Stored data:
────────
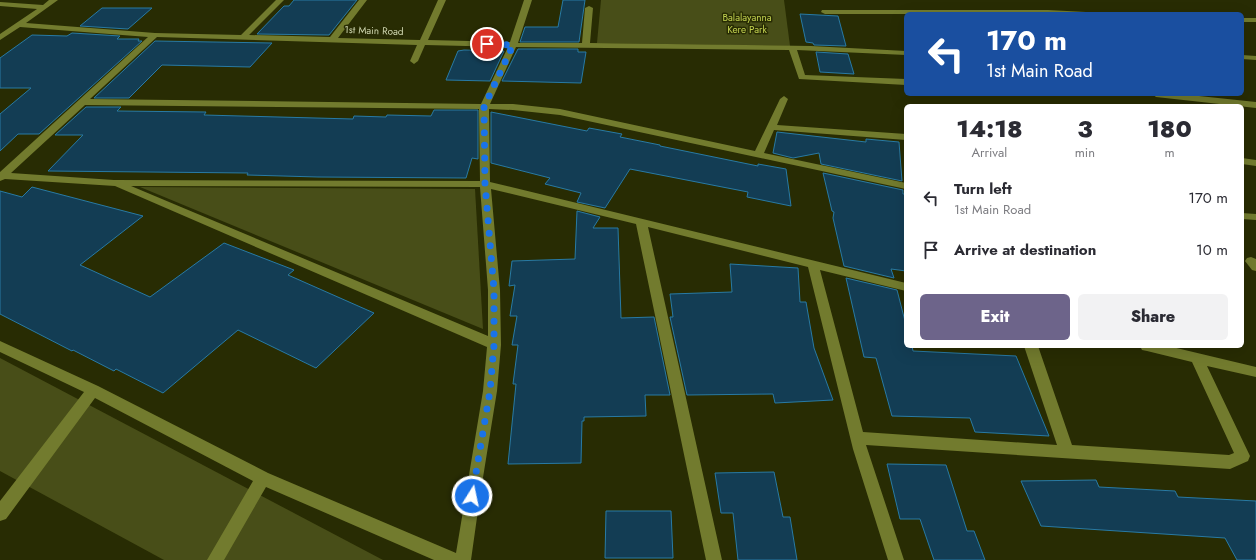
<!DOCTYPE html>
<style>
body{margin:0;font-family:Jost,sans-serif;background:#f2f2f3;color:#2b2b33;height:100vh;display:flex;flex-direction:column;font-size:15px;white-space:nowrap}
*{box-sizing:border-box;margin:0}
p{font-size:13px;color:#7c7c81}
.icon{flex:none;width:22px;height:22px;fill:none;stroke:currentColor;stroke-width:2;stroke-linecap:round;stroke-linejoin:round}
.map{position:relative;flex:1;overflow:hidden}
.details{position:absolute;left:904px;top:104px;width:340px;height:244px;display:flex;flex-direction:column;background:#fff;border-radius:6px;box-shadow:0 4px 16px #0002}
.details>*{flex:none}
.guide{position:absolute;left:904px;top:12px;width:340px;height:84px;border-radius:6px;box-shadow:0 4px 16px #0002;background:#1a4fa0;color:#fff;overflow:hidden}
.pin{position:absolute;display:grid;place-items:center;width:34px;height:34px;color:#fff;margin:-17px;border:2px solid #fff;border-radius:50%;box-shadow:0 1px 4px #0007}
.me{position:absolute;width:44px;margin:-22px;rotate:10deg;stroke-linejoin:round;filter:drop-shadow(0 0 3px #0008)}
.turn{display:flex;align-items:center;gap:14px;height:84px;padding:0 16px;font-size:18px}
.turn .icon{width:52px;height:52px;stroke-width:2.5}
.turn b{display:block;font-size:28px;line-height:34px}
.eta{display:flex;justify-content:space-evenly;align-items:center;height:68px;text-align:center}
.eta b{font-size:24px;font-weight:800;line-height:28px}
.primary-button{display:flex;gap:8px;margin-top:auto;padding:8px 16px}
.primary-button a{flex:1;height:46px;border-radius:6px;background:#6d648a;color:#fff;font-size:16px;font-weight:800;line-height:46px;text-align:center}
.primary-button a+a{background:#f2f2f3;color:#2b2b33}
ul{padding:0;list-style:none}
li{display:flex;align-items:center;gap:12px;height:52px;padding:0 16px}
li div{flex:1}
li b{display:block;font-size:15px}
li em{font-style:normal}
.map>svg:first-child{display:block}
.green{fill:#484e18}
.building{fill:#133d54;stroke:#287aa4}
.lines{fill:none;stroke-linecap:round;stroke-linejoin:round}
.minor{fill:#727b2e;fill-rule:evenodd}
.route{stroke:#1a73e8;stroke-width:7;stroke-dasharray:0 12.6}
.labels{text-anchor:middle;stroke-width:3;stroke-linejoin:round;paint-order:stroke}
.far-park-label{font-size:10px;fill:#c3d251;stroke:#282c03}
.far-street-label{font-size:10px;fill:#d0d7b1;stroke:#282c03}
</style>
<div class="map">
<svg width="1256" height="560" viewBox="0 0 1256 560">
<rect width="100%" height="100%" fill="#282c03"/>
<g class="green">
<path d="M601 0H784L790 46 597 43Z"/>
<path d="M140 187 475 189 483 329Z"/>
<path d="M0 358 383 560H164L0 471Z"/>
</g>
<g class="building">
<path d="M294 0H357L329 35 257 34 284 6H289Z"/>
<path d="M563 0H585L579 42H520L525 27H558Z"/>
<path d="M102 8H152L128 29 80 26Z"/>
<path d="M800 14 838 16 846 46 814 45 813 43 806 42Z"/>
<path d="M72 33 120 36 117 39H139L138 41H142L39 134H18L0 151V114L31 88H0V58L32 35 67 36Z"/>
<path d="M155 41 272 43 250 67 162 65 129 98H94Z"/>
<path d="M518 49H578V52H586L581 83 502 81Z"/>
<path d="M464 50 504 51 490 81 446 80 458 51Z"/>
<path d="M816 52 848 54 854 74 820 72Z"/>
<path d="M86 107H121L117 111 206 112 204 115 353 119 354 116 386 117 387 115 431 116 434 110H478V159L472 158 466 178 318 177 247 175 248 173 48 171 83 135H55Z"/>
<path d="M491 112 587 131 589 128 622 134 620 137 660 145V146L758 166V164L786 169 791 206 747 197 748 192 630 169 605 208 577 202 581 193 545 184 550 178 491 163Z"/>
<path d="M777 132 866 142V139L899 142 902 181 821 164 819 153 793 158 773 153Z"/>
<path d="M823 173 903 190V194H906V271L891 269 894 278 844 266 833 218 834 212 832 211Z"/>
<path d="M32 187 143 216 80 265 150 297 224 243 294 270 288 275 374 313 316 368 238 330 163 393 116 369 114 371 73 350 72 351 0 314V191L22 197Z"/>
<path d="M577 211 600 217 593 228H618L621 318 654 317 670 395H645L646 416 584 417V421H582L581 463 508 464 516 384H513L518 345H512L517 316H510L515 285 509 286 512 261 575 259Z"/>
<path d="M730 264 798 268 800 302H806L814 348 833 400 775 403 773 394 687 395 670 317H673L670 294 732 292Z"/>
<path d="M846 278 897 290 906 325V346H912L913 351 1016 356 1049 436 975 432 970 418 892 416 876 358 864 357Z"/>
<path d="M887 464 946 465 967 531H974L985 560H934L920 519H900Z"/>
<path d="M774 472 783 517H790L797 560H738L733 513H721L715 473Z"/>
<path d="M1096 480 1099 487 1175 491 1178 497 1256 501V560H1237L1225 538 1041 526 1021 481Z"/>
<path d="M606 511H671L673 558H605Z"/>
</g>
<g class="lines">
<g class="minor">
<path d="M49 0H58L26 23 155 33 241 35 276 0H284L249 35 330 37 359 0H367L338 38 420 40 438 0H446L428 40 510 42 524 0H532L518 43H582L585 8 589 6 593 8 590 43 811 46 906 51V55L797 50 805 75 906 79V85L799 79 789 50 516 47 490 104H513L560 109 755 151 780 99 784 96 788 99 777 125 906 134V140L774 130 764 153 906 183V189L560 115 513 110 489 109 490 182 906 283V291L820 270 863 432 1057 445 1024 346H1038L1072 445 1229 455 1234 453 1192 362 1147 351 1142 350 1140 346H1168L1256 367V377L1207 366 1250 456 1248 461 1230 469 866 445 904 560H888L853 449 808 267 648 227 722 560H706L636 224 491 189 500 290 501 345 497 391 480 496 471 560H434L266 487 224 560H207L253 481 95 398 6 519 0 521V501L84 392 0 352V341L98 386 268 473 456 553 483 391 487 347 115 186 5 179 0 181V172L148 37 20 27 0 40V34L37 9 0 6V2L43 5ZM157 37 417 45 410 61 414 64 418 61 425 45 508 47 481 104 90 99ZM85 105 479 109 480 181 114 180 11 173ZM131 186 480 187 488 290V336Z"/>
<path d="M822 10H1048L1086 12 1090 14H825L821 12Z"/>
<rect x="1242" y="18" width="14" height="4"/>
<path d="M1242 55 1256 56V60L1242 59Z"/>
<path d="M1152 94H1180L1256 102V108L1156 97Z"/>
<path d="M1242 158 1256 160V166L1242 164Z"/>
<path d="M1242 213 1256 214V220L1242 219Z"/>
<path d="M1251 257 1256 259V271L1252 270 1245 261 1247 258Z"/>
</g>
</g>
<g class="lines">
<path class="route" d="M472 496 490 391 494 345V290L485 184 484 107 513 45 487 44"/>
</g>
<g class="labels">
<g class="far-park-label">
<text x="747" y="21">Balalayanna<tspan x="747" dy="12">Kere Park</tspan></text>
</g>
<g class="far-street-label">
<text transform="translate(374 30) rotate(2)" y="4">1st Main Road</text>
</g>
</g>
</svg>
<div class="pin" style="left:487px;top:44px;background:#d93025"><svg class="icon" aria-label="arrive" viewBox="0 0 24 24"><path d="M6 21V4h12l-3 4 3 4H6"/></svg></div>
<svg class="me" style="left:472px;top:496px" viewBox="-20 -20 40 40"><circle r="17" fill="#1a73e8" stroke="#fff" stroke-width="3"/><path d="M0-11L8 9 0 5-8 9z" fill="#fff"/></svg>
<div class="guide">
<div class="turn"><svg class="icon" aria-label="left" viewBox="0 0 24 24"><path d="M17 20v-9H6M10 6l-5 5 5 5"/></svg><div><b>170 m</b>1st Main Road</div></div>
</div>
<section class="details">
<div class="eta">
<div><b>14:18</b><p>Arrival</p></div>
<div><b>3</b><p>min</p></div>
<div><b>180</b><p>m</p></div>
</div>
<ul>
<li><svg class="icon" aria-label="left" viewBox="0 0 24 24"><path d="M17 20v-9H6M10 6l-5 5 5 5"/></svg><div><b>Turn left</b><p>1st Main Road</p></div><em>170 m</em></li>
<li><svg class="icon" aria-label="arrive" viewBox="0 0 24 24"><path d="M6 21V4h12l-3 4 3 4H6"/></svg><div><b>Arrive at destination</b></div><em>10 m</em></li>
</ul>
<div class="primary-button"><a>Exit</a><a>Share</a></div>
</section>
</div>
────────
Work required –
Counting only lines that contain the word "column", state how many appear in the entries, and add nothing.

Problem solution –
2